Wednesday, June 25, 2008

Shooting themselves in the foot? Blocking customers from your website.

Why do some sites make it so hard to do business with them? Is it because they want customers hardy enough to jump through the hoops? Perhaps if the customers prove their stamina and cleverness by making it through to order a product, they will be the ones less likely to need support?

I've gotten some good deals from TechForLess.com, so it is taking me longer than usual to give up on them. My first bad episode was when I ordered a laptop, got the confirmation, then the next day got a message that the order was canceled--seems they didn't like my being in Nigeria even though the order was paid from and shipped to the US, as well as sealed by one of those "prove your identity" credit-card pop-ups. However, their customer service was very helpful and made sure that the order got filled eventually.

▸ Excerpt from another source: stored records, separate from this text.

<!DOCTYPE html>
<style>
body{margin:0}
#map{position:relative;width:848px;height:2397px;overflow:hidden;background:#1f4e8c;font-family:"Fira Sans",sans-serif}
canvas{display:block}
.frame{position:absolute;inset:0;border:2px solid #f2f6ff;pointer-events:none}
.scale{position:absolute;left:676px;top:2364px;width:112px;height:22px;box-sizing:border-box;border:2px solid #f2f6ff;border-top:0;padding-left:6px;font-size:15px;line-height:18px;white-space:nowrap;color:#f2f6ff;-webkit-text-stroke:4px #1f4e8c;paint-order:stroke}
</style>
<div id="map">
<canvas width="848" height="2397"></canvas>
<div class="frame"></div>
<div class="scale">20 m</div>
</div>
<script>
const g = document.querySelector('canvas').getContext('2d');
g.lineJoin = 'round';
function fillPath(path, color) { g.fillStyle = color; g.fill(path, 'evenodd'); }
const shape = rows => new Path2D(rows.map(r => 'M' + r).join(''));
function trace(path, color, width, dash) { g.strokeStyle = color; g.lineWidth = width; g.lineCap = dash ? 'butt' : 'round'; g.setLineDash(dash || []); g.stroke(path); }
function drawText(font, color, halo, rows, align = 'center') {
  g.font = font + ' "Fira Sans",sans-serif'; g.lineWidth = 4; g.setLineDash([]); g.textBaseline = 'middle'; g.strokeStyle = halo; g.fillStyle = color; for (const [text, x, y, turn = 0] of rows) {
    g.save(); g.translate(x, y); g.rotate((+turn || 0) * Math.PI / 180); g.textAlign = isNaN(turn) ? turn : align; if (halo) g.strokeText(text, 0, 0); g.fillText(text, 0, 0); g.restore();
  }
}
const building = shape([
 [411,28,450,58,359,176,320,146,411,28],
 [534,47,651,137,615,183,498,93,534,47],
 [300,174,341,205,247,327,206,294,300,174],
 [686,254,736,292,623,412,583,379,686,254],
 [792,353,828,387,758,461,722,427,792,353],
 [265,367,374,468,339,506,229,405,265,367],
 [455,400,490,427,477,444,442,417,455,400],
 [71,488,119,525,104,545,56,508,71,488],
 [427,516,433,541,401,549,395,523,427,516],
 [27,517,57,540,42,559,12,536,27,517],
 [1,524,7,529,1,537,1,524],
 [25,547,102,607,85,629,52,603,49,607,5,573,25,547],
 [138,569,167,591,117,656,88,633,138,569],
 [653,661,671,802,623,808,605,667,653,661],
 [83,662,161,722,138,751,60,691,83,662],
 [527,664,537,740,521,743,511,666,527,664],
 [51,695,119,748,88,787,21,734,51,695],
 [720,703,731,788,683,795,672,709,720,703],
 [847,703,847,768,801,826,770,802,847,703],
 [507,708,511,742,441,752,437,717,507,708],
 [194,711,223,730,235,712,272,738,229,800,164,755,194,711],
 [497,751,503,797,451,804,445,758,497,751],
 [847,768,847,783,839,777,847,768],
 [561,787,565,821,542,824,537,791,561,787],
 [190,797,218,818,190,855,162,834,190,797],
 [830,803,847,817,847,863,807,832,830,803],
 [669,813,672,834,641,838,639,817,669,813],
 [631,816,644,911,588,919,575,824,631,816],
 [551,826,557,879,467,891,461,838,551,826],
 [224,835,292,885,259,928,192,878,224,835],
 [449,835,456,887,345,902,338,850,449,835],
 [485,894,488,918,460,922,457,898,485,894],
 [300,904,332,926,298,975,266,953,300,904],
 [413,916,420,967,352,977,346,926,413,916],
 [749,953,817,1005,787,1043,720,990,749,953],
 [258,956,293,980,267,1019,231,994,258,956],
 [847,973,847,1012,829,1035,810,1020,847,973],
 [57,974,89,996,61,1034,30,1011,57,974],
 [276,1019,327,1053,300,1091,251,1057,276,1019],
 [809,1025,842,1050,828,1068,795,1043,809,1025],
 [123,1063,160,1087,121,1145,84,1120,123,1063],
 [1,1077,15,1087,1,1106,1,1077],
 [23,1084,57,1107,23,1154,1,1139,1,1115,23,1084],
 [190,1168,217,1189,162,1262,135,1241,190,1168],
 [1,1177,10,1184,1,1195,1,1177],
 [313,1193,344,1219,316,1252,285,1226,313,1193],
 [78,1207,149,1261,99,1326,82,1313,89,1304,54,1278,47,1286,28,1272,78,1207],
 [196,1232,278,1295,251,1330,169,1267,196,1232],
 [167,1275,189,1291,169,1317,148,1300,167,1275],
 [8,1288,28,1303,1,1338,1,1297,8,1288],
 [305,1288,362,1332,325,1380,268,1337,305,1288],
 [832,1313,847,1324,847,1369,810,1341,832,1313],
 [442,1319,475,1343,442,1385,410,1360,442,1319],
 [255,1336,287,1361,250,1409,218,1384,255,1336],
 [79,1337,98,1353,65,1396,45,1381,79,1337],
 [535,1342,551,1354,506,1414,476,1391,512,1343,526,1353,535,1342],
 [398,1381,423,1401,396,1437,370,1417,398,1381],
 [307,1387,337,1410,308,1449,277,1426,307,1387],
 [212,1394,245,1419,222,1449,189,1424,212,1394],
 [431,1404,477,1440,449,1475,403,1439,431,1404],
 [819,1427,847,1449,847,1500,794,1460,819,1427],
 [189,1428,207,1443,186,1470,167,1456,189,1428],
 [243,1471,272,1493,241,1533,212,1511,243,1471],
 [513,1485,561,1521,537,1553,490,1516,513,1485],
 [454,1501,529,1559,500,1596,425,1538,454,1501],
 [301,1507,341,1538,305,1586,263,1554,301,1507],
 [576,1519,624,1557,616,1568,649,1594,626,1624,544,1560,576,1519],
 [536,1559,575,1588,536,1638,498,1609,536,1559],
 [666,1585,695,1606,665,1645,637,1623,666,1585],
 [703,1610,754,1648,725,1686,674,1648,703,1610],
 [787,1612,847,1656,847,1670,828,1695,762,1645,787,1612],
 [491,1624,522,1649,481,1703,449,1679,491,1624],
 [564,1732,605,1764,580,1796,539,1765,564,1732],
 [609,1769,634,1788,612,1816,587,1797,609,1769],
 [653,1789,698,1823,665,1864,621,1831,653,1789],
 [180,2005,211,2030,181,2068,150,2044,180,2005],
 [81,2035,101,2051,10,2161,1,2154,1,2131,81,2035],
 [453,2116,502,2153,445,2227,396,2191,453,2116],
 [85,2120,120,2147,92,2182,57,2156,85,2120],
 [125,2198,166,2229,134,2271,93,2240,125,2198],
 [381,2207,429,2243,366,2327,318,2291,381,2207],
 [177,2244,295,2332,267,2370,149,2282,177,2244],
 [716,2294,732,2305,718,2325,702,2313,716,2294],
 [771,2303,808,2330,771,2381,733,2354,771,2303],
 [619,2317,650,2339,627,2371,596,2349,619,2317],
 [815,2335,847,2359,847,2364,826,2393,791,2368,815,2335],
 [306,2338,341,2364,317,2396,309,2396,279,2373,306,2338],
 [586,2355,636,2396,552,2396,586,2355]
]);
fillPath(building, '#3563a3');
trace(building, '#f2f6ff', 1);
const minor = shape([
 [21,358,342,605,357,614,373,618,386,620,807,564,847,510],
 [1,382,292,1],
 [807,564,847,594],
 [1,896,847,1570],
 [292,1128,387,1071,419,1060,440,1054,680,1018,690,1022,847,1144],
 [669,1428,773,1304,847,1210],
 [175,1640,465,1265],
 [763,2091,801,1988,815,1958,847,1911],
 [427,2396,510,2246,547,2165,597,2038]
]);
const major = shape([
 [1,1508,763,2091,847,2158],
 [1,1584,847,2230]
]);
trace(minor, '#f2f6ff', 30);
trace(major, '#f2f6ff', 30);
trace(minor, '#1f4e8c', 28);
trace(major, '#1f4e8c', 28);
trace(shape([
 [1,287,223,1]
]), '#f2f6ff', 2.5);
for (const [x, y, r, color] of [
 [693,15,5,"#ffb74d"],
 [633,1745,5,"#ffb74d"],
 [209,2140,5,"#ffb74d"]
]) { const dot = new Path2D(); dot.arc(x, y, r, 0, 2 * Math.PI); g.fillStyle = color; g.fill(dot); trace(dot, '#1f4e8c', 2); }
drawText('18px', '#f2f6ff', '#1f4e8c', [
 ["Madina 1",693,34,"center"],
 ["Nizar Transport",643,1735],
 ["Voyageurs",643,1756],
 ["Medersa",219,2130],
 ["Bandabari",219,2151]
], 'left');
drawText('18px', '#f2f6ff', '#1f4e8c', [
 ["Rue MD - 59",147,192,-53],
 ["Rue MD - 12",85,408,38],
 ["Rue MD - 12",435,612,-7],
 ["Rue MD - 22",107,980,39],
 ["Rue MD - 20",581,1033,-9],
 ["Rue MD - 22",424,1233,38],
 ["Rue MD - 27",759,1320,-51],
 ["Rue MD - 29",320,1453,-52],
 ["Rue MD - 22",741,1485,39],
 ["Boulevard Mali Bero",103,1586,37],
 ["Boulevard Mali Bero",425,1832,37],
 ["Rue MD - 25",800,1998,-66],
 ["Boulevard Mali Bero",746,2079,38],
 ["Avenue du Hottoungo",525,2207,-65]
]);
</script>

Turns out that one of the laptops I bought from them as a Vista system actually had been downgraded to XP, and badly done so that the right drivers were missing. Oh well, mistakes happen.

Now, though, I can't even browse their web site! Since switching our hospital system from transparent to non-transparent proxy (so that we can force user logins), I just get an error message on their site, "Sorry, but the activity from your computer has tripped an alert on our server. This maybe because you are using some form of web browsing accelerator software. If this is the case, please disable this software while browsing our site." There is a bypass -- type "GO" and press the button, be patient for a 30 second delay -- but it doesn't work.

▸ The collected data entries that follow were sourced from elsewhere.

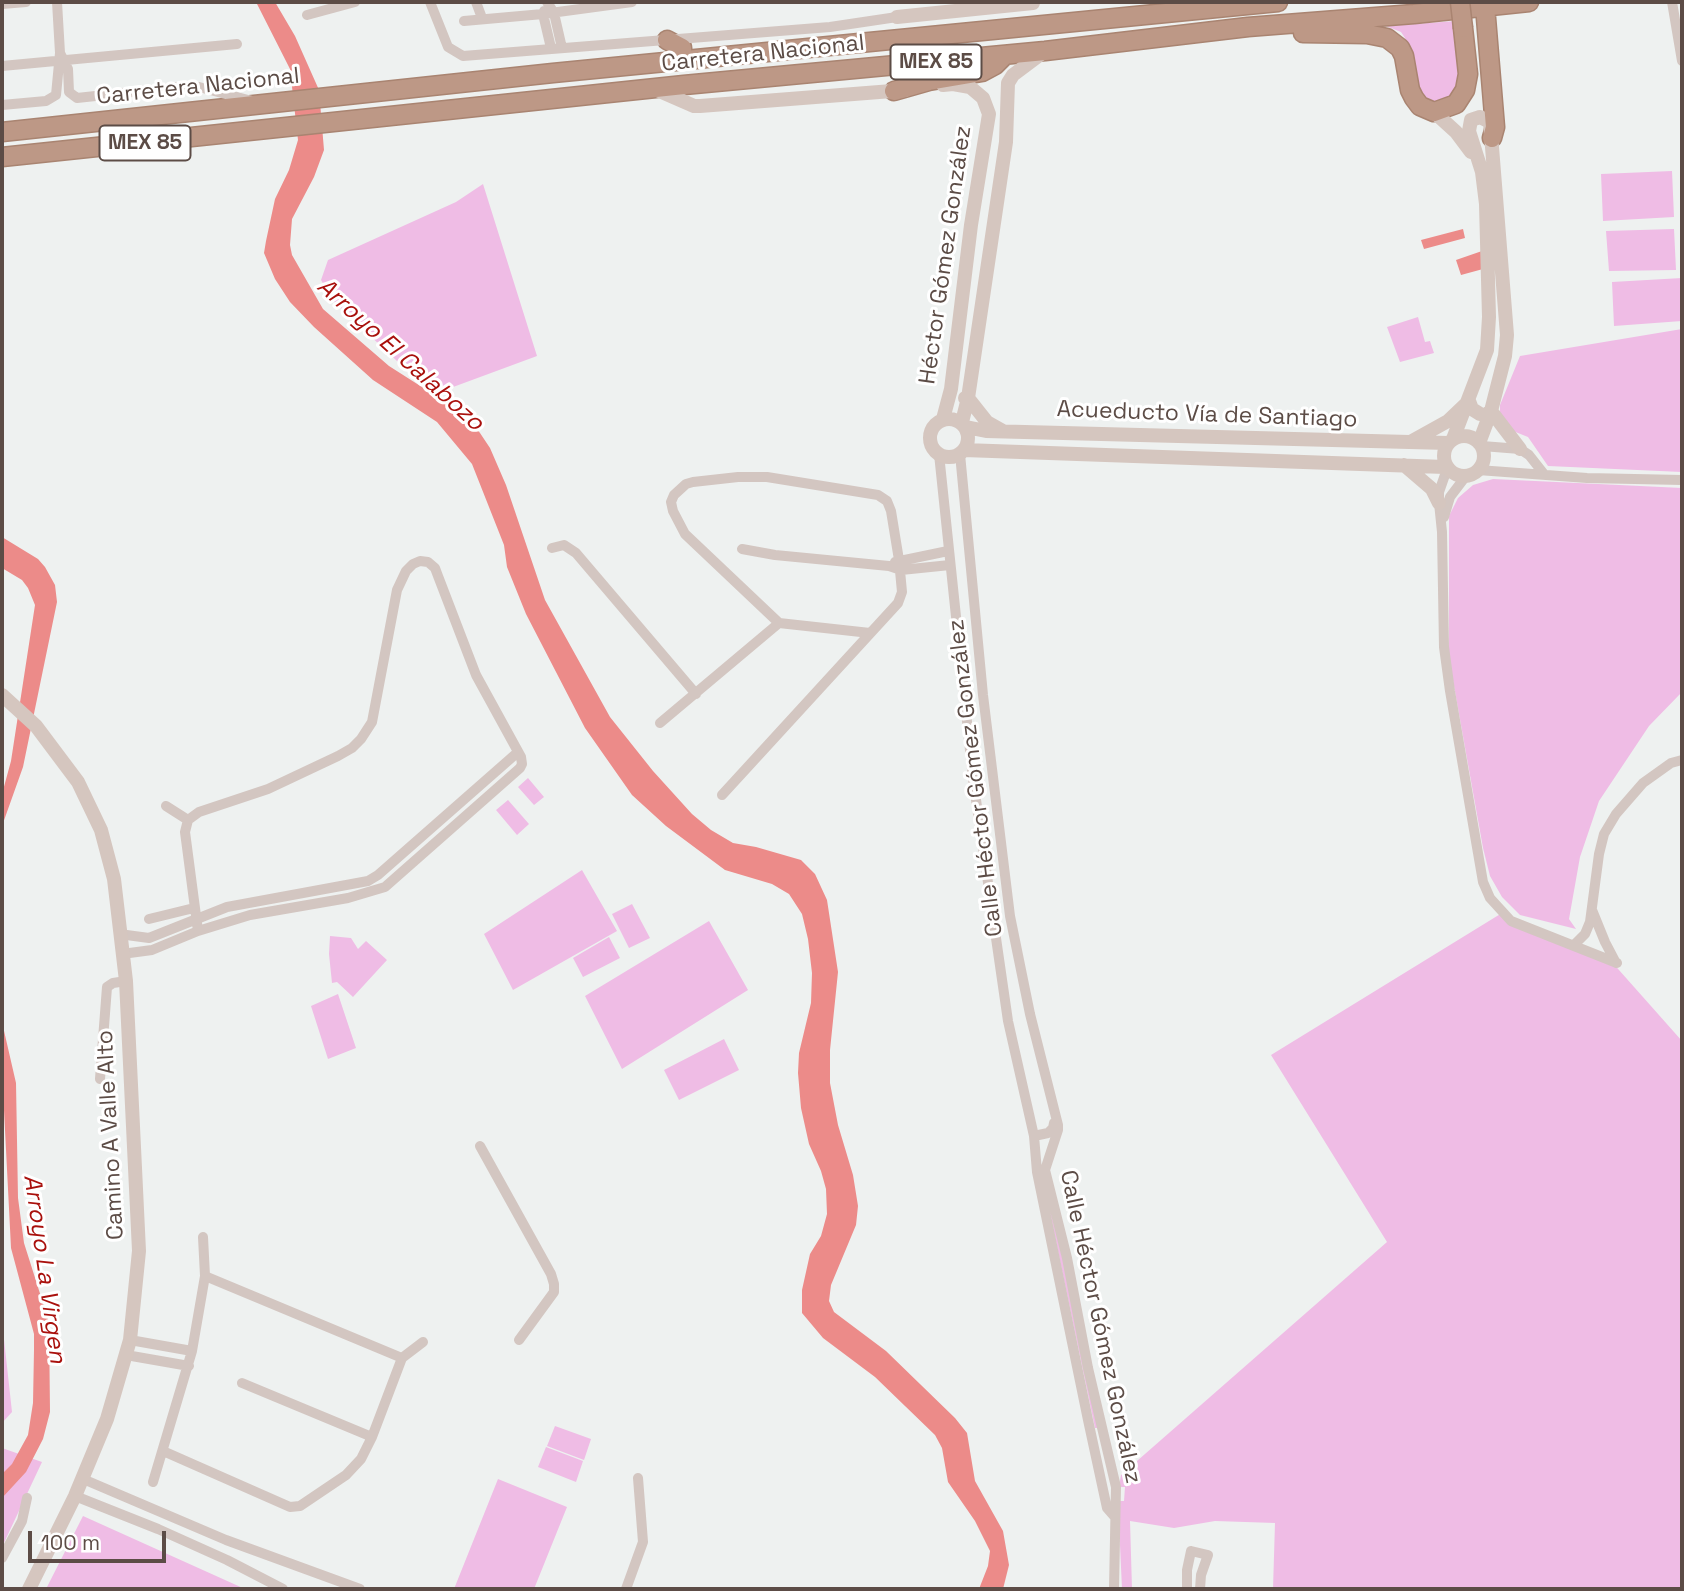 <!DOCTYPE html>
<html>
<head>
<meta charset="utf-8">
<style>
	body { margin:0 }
	#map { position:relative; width:1684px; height:1591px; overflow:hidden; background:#eef1f0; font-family:"Space Grotesk",sans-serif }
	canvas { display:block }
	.frame { position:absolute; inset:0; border:4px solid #5c4c46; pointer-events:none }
	.scale { position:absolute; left:28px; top:1531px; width:138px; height:32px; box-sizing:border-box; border:4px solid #5c4c46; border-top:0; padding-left:9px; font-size:21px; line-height:24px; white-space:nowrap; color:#5c4c46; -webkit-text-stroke:5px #fff; paint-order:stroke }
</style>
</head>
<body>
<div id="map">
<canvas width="1684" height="1591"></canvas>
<div class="frame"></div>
<div class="scale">100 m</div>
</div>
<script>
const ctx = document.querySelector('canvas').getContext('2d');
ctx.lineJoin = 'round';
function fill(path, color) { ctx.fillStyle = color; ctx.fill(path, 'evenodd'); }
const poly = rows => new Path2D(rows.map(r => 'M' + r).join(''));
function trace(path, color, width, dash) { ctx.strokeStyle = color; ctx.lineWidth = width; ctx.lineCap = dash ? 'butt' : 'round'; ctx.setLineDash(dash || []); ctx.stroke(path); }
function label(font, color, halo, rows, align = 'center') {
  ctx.font = font + ' "Space Grotesk",sans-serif'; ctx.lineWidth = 6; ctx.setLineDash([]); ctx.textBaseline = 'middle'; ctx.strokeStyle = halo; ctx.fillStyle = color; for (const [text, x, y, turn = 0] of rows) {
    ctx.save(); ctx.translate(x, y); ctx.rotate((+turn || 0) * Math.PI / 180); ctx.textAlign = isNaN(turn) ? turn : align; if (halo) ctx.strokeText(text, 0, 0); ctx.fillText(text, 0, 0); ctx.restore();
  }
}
fill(poly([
	[1456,21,1462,89,1454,99,1435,104,1426,101,1419,93,1405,38,1401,32,1386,26],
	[1672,171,1674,217,1603,221,1601,174],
	[483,184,537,356,445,390,397,361,335,303,321,280,328,260,456,202],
	[1674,229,1676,270,1609,271,1606,231],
	[1682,278,1682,321,1614,326,1612,282],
	[1418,317,1425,342,1430,341,1434,353,1400,362,1387,327],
	[1682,329,1682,472,1548,466,1528,437,1513,431,1500,417,1500,405,1520,356],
	[1493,479,1682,488,1682,692,1649,726,1599,801,1580,857,1569,919,1576,929,1520,915,1502,897,1490,876,1483,848,1449,658,1449,516,1458,498,1473,485],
	[528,778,544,797,534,805,518,787],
	[508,800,529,824,517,835,496,810],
	[582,870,617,931,513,990,484,934],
	[632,904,650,938,629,948,612,914],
	[1502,913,1611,961,1682,1041,1682,1589,1273,1589,1275,1523,1215,1521,1174,1528,1130,1521,1132,1589,1122,1589,1118,1501,1124,1501,1125,1487,1119,1487,1121,1475,1387,1242,1271,1055],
	[709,921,748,990,622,1069,585,996],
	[330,936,351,938,358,949,366,941,387,960,353,997,337,982,332,983,329,954],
	[609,937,620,958,583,977,573,958],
	[338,994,356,1048,328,1059,311,1006],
	[724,1039,739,1070,679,1100,664,1070],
	[1049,1193,1099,1428,1095,1428,1046,1194],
	[2,1321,12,1412,2,1423],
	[555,1426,591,1439,584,1460,547,1446],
	[546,1447,583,1461,576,1482,538,1467],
	[2,1448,42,1462,2,1547],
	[498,1479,567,1507,534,1589,454,1589],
	[83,1516,245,1589,46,1589]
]), '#efbce5');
fill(poly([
	[256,2,275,2,295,36,319,90,324,150,314,177,292,219,290,245,292,255,323,309,389,366,447,403,472,423,480,433,490,448,506,485,545,600,610,717,653,771,692,814,711,830,733,843,756,847,801,860,815,874,827,900,838,972,830,1050,830,1083,838,1125,853,1175,858,1206,856,1225,831,1285,829,1301,834,1312,886,1351,955,1418,967,1433,975,1481,1003,1531,1009,1565,1003,1589,979,1589,988,1566,990,1551,975,1521,948,1482,942,1448,935,1435,875,1377,823,1338,802,1313,802,1290,810,1254,821,1236,827,1214,826,1189,821,1171,809,1144,801,1108,798,1073,799,1053,811,1003,812,973,808,939,802,914,789,894,772,884,725,870,666,826,632,795,585,728,526,614,507,567,504,545,472,464,437,422,373,380,314,327,290,302,275,279,264,253,266,241,275,199,289,170,298,140,290,69],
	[1463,229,1465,238,1424,249,1421,240],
	[1482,251,1483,269,1461,275,1456,260],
	[2,537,38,559,45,567,55,585,57,602,23,767,2,826,2,794,11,761,35,605,28,588,22,580,2,568],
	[2,1022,16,1083,18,1198,24,1243,49,1322,50,1412,43,1439,26,1472,2,1498,2,1474,12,1464,28,1435,33,1403,34,1350,34,1334,11,1248,2,1071]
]), '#ec8b89');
const highway = poly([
	[1485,6,1495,127,1492,138],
	[1303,33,1367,34,1387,38,1400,48,1404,56,1410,90,1414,98,1420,106,1434,112,1456,104,1465,90,1468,74,1463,28],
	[667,40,682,48,682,55,676,61],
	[894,91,929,81,982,72,995,65,1005,55],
	[2,132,553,73,1278,2],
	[2,157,684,85,1045,51,1248,27,1414,14,1529,2]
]);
trace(highway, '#a98471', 21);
trace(poly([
	[430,2,448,47,463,56,830,27,897,17],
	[476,2,482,18],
	[547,2,554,13,562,48],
	[1672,2,1682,61],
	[2,4,26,2],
	[544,11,543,14,551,48],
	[307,15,355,2],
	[464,21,543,14,632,2],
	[60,53,68,69,69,92,77,98,178,87,199,87,252,101],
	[2,66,237,44],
	[2,105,46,101,56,95,60,53,57,2],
	[1482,446,1520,449,1529,455,1544,474],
	[939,454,973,779,1008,1021,1034,1136,1037,1172,1088,1420,1107,1508,1114,1516],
	[960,454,983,695,1010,916,1030,1014,1058,1125,1058,1130,1045,1170,1067,1258,1088,1368,1116,1487,1114,1589],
	[1447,469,1439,492,1439,503,1442,532,1444,647,1450,691,1483,882,1490,898,1511,921,1617,963],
	[1478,470,1587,478,1682,480],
	[1444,517,1450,497,1466,476],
	[552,548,564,545,576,553,696,694],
	[742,549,775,555,889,566,901,570,950,565],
	[895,562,948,551],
	[660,723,779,623],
	[722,795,898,603,902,592,899,560,891,511,887,501,878,495,767,477,738,477,693,482,686,484,674,495,671,502,673,511,685,534,779,623,870,633],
	[166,806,188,820],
	[1592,910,1605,942,1616,963],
	[149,919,194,908],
	[119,934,149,938,227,907,368,881,378,875,518,752],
	[1574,945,1585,934,1590,922,1599,854,1604,834,1616,814,1643,783,1671,763,1682,760],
	[122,954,152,950,198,931,250,915,348,898,385,887,520,768,522,764,521,757,476,675,438,576,435,568,428,562,420,561,413,564,406,571,397,590,372,722,361,739,352,748,338,756,268,789,199,812,188,820,185,832,198,931],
	[100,1079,107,987,113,983,126,981],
	[1034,1136,1048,1133,1053,1128,1054,1123],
	[480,1146,551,1274,554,1284,554,1292,519,1340],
	[205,1276,402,1358],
	[130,1340,192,1351],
	[126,1355,189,1366],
	[402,1358,423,1342],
	[242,1383,372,1437],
	[163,1451,290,1507,300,1506,346,1475,361,1459,372,1437,402,1358],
	[83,1479,226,1540,360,1589],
	[153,1482,192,1351,205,1276,203,1237],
	[75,1496,158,1529,227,1560,283,1589],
	[2,1558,22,1521,27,1498],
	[626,1589,643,1542,638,1478],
	[1187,1589,1187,1570,1191,1551,1208,1555,1201,1575,1200,1589]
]), '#d3c6c1', 10);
trace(poly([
	[897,17,1033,3],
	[943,85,953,84,970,87,983,98,989,114,971,225,951,389,943,419],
	[655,89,694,106,700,106,905,90],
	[1434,112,1456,132,1471,152],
	[965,398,968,398,987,422,1003,431],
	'930 438a19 19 0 1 1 38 0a19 19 0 1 1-38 0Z',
	[962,422,968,398,1006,142,1008,83,1013,75,1045,51],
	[966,427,986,431,1448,443],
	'1444 456a20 20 0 1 1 40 0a20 20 0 1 1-40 0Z',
	[1453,439,1487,350,1489,317,1486,204,1482,172,1469,131,1471,120,1480,117,1490,122,1507,335,1505,356,1491,411,1479,443],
	[1412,441,1448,421,1469,401,1472,409,1480,414,1485,415,1491,411,1520,449],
	[964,450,1445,467],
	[1404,465,1432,489,1439,503],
	[2,695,36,726,78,782,101,830,114,879,126,981,139,1251,130,1340,107,1419,75,1496,29,1589]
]), '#d5c6bf', 14);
trace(highway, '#bd9886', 18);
const highwayBridge = poly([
	[1460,2,1463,28]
]);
trace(highwayBridge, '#a98471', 21, []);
trace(highwayBridge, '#bd9886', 18);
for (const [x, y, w] of [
	[936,62,91],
	[145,143,91]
]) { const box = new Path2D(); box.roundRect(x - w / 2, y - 17.5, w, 35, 5); ctx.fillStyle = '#fff'; ctx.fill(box); trace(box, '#5c4c46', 2); }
label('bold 21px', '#5c4c46', null, [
	["MEX 85",936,62],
	["MEX 85",145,143]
]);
label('23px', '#5c4c46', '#fff', [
	["Carretera Nacional",763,54,-6],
	["Carretera Nacional",198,87,-6],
	["Héctor Gómez González",946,255,-82],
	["Acueducto Vía de Santiago",1207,415,2],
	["Calle Héctor Gómez González",976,778,-97],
	["Camino A Valle Alto",111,1135,-93],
	["Calle Héctor Gómez González",1100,1327,78]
]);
label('italic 24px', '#a9100c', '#fff', [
	["Arroyo El Calabozo",400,355,42],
	["Arroyo La Virgen",44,1269,82]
]);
</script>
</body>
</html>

Now, is this business really so swamped by bots or web accelerators or whatever that it can't manage, and has to block legitimate customers? Are they so far above their competitors that they can afford to annoy their customers and actually ask them to disable their web browsing accelerators? Since those possibilities are hard to to accept, I can only conclude that TechForLess is trying to screen out customers who don't fit their mould, who might just say "oh well" and go on to NewEgg where at least they can start shopping. TechForLess is by no means unique ... at least for international shoppers, there are many other businesses that seem more interested in keeping us away than in getting our business.

For ease international shopping, I have to give the prize to Amazon. In fifteen years and with hundreds of purchases on Amazon, I have never had a problem. If I want to ship to a new address, no problem. If my ip address is in Nigeria, or Kenya, or South Africa, no problem. No surprise cancellations, no denied credit cards, just good service (ok, now and then a little problem, but 99% good).